====== Given data
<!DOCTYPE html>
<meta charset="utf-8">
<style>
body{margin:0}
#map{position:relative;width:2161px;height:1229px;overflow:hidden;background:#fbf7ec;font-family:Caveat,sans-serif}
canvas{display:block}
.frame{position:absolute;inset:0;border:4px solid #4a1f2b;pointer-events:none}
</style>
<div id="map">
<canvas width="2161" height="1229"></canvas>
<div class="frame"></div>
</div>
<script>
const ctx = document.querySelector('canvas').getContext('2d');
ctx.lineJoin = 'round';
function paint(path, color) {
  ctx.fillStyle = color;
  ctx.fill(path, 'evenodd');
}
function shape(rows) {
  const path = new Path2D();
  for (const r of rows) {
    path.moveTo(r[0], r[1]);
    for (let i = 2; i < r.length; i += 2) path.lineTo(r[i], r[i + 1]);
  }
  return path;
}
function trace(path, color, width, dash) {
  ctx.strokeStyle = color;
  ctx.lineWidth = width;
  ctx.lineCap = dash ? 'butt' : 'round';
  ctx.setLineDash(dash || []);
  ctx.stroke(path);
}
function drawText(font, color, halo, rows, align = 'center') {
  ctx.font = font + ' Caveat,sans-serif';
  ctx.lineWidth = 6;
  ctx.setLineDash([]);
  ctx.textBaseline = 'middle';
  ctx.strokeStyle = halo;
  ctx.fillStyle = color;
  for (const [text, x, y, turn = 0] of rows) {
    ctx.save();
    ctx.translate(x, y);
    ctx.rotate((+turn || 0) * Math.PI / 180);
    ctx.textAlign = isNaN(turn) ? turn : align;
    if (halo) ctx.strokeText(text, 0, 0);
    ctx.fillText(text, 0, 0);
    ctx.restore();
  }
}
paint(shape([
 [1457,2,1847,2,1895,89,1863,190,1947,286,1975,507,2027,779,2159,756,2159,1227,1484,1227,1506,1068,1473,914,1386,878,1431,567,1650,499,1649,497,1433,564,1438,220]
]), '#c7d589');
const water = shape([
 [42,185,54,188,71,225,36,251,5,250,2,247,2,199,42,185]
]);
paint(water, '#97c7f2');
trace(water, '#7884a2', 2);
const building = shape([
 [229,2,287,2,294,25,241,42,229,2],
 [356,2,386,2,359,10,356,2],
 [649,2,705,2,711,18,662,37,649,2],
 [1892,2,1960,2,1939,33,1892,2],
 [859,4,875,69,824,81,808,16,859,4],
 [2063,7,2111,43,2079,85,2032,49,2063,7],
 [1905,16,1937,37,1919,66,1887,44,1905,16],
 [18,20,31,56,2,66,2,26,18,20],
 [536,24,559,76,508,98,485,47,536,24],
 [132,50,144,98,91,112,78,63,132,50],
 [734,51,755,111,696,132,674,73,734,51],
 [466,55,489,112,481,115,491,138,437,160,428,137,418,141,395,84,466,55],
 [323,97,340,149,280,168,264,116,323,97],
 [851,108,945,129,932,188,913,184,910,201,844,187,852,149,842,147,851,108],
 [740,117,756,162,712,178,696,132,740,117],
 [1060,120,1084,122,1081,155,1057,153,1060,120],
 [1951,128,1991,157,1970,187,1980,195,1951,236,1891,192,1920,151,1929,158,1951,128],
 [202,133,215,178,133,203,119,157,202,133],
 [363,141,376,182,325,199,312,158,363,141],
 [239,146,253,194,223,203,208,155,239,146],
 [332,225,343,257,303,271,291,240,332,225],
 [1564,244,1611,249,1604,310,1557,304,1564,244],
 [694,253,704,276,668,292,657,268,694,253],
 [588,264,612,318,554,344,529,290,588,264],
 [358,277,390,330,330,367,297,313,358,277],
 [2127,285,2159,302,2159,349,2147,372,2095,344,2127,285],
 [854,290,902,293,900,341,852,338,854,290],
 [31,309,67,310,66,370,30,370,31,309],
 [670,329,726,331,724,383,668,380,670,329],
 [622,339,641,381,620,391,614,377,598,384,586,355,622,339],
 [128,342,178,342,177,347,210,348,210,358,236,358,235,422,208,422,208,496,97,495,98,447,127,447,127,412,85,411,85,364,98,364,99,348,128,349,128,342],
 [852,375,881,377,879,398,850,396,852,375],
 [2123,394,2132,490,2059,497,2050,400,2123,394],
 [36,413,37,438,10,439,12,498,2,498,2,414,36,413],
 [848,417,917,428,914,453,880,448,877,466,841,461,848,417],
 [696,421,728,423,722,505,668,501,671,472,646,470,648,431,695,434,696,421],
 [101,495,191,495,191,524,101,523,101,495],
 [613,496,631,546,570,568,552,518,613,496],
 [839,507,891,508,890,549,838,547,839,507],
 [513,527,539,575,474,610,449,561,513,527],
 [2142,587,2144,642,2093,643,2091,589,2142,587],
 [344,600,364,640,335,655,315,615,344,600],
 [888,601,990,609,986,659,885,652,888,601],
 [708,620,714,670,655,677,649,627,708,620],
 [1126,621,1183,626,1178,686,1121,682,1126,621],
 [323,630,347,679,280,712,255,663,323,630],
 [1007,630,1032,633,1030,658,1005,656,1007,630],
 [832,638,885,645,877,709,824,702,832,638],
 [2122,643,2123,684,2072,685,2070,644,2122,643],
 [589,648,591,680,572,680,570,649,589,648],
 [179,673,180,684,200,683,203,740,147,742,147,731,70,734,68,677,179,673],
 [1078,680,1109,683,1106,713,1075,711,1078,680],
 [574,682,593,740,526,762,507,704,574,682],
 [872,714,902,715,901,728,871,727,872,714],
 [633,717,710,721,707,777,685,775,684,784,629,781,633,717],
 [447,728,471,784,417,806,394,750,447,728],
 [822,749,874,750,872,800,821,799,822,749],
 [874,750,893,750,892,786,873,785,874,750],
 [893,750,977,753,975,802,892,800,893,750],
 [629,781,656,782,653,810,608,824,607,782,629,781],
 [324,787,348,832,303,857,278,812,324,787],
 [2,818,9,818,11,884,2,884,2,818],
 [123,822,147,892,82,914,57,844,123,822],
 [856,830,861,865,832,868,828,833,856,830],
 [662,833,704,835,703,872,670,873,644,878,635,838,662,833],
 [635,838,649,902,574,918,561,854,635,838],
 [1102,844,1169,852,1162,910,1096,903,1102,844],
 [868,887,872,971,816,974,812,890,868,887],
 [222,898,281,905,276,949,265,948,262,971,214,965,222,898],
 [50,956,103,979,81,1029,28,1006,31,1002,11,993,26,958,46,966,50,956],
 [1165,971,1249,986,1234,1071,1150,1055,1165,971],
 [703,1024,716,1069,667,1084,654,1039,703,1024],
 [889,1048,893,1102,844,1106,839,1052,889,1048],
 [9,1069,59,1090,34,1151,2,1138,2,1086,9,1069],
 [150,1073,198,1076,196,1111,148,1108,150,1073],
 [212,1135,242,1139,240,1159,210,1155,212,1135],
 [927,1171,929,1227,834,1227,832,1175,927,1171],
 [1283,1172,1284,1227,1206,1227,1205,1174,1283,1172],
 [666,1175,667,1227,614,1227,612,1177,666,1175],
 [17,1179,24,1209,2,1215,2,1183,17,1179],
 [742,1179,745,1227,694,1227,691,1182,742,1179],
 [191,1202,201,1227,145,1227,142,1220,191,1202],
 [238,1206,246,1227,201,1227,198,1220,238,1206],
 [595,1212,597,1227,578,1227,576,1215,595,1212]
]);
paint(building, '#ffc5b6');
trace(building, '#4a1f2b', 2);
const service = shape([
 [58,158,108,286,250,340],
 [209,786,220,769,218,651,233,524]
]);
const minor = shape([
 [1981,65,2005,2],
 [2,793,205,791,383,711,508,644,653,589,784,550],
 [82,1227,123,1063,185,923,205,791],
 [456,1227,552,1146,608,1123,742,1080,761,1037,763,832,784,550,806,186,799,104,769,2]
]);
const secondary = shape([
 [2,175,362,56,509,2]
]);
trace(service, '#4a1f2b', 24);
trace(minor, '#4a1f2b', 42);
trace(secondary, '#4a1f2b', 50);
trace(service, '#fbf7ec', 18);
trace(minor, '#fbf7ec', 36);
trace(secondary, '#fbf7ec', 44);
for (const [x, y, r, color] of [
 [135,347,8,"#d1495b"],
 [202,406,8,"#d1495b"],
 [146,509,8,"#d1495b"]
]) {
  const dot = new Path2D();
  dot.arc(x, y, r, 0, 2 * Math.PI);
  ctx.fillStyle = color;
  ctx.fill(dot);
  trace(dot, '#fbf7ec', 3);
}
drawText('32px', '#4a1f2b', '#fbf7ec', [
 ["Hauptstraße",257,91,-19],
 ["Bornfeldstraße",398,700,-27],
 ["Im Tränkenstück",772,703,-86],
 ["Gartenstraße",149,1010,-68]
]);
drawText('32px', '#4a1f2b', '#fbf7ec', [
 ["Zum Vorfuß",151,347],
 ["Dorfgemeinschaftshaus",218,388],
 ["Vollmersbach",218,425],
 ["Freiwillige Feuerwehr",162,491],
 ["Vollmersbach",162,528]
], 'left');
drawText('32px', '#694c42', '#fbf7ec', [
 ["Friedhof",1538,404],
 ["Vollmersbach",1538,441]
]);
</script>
============
If a line falls between the first line of the records and the line containing "path.moveTo(r[0], r[1]);", inclusive, repeat it exactly; leave out all others.

=== The completed task ===
<!DOCTYPE html>
<meta charset="utf-8">
<style>
body{margin:0}
#map{position:relative;width:2161px;height:1229px;overflow:hidden;background:#fbf7ec;font-family:Caveat,sans-serif}
canvas{display:block}
.frame{position:absolute;inset:0;border:4px solid #4a1f2b;pointer-events:none}
</style>
<div id="map">
<canvas width="2161" height="1229"></canvas>
<div class="frame"></div>
</div>
<script>
const ctx = document.querySelector('canvas').getContext('2d');
ctx.lineJoin = 'round';
function paint(path, color) {
  ctx.fillStyle = color;
  ctx.fill(path, 'evenodd');
}
function shape(rows) {
  const path = new Path2D();
  for (const r of rows) {
    path.moveTo(r[0], r[1]);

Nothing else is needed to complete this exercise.